Scientists at the Department of Energy’s Lawrence Berkeley National Laboratory (Berkeley Lab) and the California Institute of Technology (Caltech) have—in just two years—nearly doubled the number of materials known to have potential for use in solar fuels.

They did so by developing a process that promises to speed the discovery of commercially viable generation of solar fuels that could replace coal, oil, and other fossil fuels.

Solar fuels, a dream of clean-energy research, are created using only sunlight, water, and carbon dioxide. Researchers are exploring a range of possible target fuels, but one possibility is to produce hydrogen by splitting water.

Each water molecule is comprised of an oxygen atom and two hydrogen atoms. Pure hydrogen is highly flammable, making it an ideal fuel. If you could find a way to extract that hydrogen from water using sunlight, then, you would have a plentiful and renewable energy source. The problem, however, is that water molecules do not simply break down when sunlight shines on them—if they did, the oceans would not cover three-fourths of the planet. Instead, they need a little help from a solar-powered catalyst.
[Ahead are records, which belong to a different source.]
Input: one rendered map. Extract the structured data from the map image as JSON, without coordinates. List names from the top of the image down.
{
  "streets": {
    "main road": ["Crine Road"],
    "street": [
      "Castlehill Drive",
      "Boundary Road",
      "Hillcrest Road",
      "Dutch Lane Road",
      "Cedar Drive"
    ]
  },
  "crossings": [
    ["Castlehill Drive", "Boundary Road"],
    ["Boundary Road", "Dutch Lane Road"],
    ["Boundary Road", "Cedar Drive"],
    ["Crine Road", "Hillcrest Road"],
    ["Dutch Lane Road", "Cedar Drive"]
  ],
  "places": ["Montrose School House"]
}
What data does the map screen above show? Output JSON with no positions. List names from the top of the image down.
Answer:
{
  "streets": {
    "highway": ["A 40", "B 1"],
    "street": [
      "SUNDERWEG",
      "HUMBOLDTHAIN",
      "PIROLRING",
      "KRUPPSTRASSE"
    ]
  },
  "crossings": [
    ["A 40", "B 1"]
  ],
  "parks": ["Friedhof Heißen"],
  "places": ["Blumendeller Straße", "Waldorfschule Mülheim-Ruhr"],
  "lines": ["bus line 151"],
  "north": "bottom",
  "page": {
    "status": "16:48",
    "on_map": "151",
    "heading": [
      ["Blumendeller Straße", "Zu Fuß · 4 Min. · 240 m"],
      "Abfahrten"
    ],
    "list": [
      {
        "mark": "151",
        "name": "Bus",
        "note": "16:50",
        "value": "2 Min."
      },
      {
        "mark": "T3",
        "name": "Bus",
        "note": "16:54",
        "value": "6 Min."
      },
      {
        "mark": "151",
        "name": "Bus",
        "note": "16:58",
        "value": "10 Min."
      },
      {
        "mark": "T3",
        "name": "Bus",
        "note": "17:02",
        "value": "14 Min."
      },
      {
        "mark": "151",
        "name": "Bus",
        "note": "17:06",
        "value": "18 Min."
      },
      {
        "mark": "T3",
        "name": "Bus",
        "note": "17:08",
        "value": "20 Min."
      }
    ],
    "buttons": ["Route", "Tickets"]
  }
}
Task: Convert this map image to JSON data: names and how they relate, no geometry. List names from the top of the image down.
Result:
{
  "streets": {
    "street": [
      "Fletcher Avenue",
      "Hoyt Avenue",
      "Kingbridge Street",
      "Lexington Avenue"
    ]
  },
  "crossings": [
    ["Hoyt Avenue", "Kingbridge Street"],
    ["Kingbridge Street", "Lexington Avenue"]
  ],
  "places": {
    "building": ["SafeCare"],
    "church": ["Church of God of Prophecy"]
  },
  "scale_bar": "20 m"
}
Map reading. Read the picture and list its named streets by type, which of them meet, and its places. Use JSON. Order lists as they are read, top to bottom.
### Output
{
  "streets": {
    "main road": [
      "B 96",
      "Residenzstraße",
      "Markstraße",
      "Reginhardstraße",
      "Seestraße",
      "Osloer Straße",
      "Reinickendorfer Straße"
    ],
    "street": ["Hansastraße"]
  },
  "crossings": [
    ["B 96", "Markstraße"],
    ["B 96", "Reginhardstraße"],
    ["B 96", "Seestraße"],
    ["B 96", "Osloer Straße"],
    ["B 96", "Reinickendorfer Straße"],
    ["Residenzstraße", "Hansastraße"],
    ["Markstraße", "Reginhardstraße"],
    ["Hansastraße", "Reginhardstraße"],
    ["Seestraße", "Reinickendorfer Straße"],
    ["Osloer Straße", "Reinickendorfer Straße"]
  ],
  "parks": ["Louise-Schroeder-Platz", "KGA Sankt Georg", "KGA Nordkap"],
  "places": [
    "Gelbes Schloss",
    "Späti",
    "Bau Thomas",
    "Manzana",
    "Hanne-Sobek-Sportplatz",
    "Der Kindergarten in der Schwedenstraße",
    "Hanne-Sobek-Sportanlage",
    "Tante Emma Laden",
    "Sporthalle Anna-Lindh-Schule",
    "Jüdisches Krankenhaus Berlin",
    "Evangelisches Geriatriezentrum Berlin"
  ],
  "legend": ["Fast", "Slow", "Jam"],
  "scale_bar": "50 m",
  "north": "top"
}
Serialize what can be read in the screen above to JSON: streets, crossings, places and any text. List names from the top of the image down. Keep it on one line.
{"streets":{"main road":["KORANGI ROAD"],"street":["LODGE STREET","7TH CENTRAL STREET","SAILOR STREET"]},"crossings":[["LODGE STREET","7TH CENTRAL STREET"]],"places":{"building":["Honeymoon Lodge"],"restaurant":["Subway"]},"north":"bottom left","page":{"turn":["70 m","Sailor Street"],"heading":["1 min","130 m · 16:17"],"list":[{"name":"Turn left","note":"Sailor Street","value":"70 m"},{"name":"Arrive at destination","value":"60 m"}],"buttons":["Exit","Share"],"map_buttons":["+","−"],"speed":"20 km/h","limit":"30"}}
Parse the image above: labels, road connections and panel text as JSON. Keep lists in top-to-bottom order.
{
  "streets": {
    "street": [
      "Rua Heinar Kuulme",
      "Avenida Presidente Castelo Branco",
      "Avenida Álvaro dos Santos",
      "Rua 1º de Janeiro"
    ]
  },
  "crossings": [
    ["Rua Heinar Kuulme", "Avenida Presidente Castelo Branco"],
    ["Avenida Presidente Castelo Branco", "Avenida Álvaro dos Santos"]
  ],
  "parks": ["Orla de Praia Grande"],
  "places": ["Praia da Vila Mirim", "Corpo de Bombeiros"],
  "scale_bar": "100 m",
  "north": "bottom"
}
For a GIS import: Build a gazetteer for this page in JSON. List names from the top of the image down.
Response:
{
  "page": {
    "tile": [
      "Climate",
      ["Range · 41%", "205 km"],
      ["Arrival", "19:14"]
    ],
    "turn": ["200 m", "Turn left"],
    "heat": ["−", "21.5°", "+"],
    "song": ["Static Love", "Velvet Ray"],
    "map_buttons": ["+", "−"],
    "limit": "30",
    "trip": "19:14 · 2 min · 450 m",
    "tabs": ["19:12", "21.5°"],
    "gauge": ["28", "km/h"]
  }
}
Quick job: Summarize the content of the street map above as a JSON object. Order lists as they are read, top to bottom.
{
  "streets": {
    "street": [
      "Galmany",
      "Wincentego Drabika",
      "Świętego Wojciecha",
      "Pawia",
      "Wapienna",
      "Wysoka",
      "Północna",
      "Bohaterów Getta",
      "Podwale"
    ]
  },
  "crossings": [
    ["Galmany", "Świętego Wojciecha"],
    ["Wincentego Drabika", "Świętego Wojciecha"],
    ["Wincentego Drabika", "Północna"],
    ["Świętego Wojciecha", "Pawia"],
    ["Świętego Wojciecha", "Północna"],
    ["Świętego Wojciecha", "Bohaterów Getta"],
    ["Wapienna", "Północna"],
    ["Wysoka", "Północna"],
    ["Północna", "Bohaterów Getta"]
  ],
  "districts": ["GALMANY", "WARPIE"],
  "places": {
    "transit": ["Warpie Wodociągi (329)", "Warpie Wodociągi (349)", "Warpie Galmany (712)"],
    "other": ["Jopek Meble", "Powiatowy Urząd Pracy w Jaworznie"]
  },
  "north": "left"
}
To create practical solar fuels, scientists have been trying to develop low-cost and efficient materials that perform the necessary chemistry using only visible light as an energy source.

Over the past four decades, researchers identified only 16 of these “photoanode” materials. Now, using a new high-throughput method of identifying new materials, a team of researchers led by Caltech’s John Gregoire and Berkeley Lab’s Jeffrey Neaton, Kristin Persson, and Qimin Yan have found 12 promising new photoanodes.

PNAS – Solar fuels photoanode materials discovery by integrating high-throughput theory and experiment

“What is particularly significant about this study, which combines experiment and theory, is that in addition to identifying several new compounds for solar fuel applications, we were also able to learn something new about the underlying electronic structure of the materials themselves,” says Neaton, the director of the Molecular Foundry.

Gregoire, JCAP coordinator for Photoelectrocatalysis and leader of the High Throughput Experimentation group, adds “It’s exciting to find 12 new potential photoanodes for making solar fuels, but even more so to have a new materials discovery pipeline going forward.”

Previous materials discovery processes relied on cumbersome testing of individual compounds to assess their potential for use in specific applications. Instead, the scientists combined computational and experimental approaches by first mining a materials database for potentially useful compounds, and then rapidly test the most promising candidates using high-throughput experimentation.

In the work described in the PNAS paper, they explored 174 metal vanadates—compounds containing the elements vanadium and oxygen along with one other element from the periodic table. The research reveals how different choices for this third element can produce materials with different properties, and reveals how to “tune” those properties to make a better photoanode.

Computational resources at NERSC performed hundreds of comprehensive high-throughput theoretical calculations, and software and expertise at the Molecular Foundry enabled the scientists to analyze and understand the most promising photoanode materials candidates.

Through analysis of nearly 200 compounds in the Materials Project database, the scientists found that compounds composed of vanadium, oxygen, and a third element possess a highly tunable electronic structure with band gaps in the visible light range that is uniquely favorable for water oxidation.

“Importantly, we were able to explain the origin of their tunability, and identify several promising vanadate photoanode compounds,” says Neaton.

Added Gregoire, “The key advance made by the team was to combine the best capabilities enabled by theory and supercomputers with novel high throughput experiments to generate scientific knowledge at an unprecedented rate.”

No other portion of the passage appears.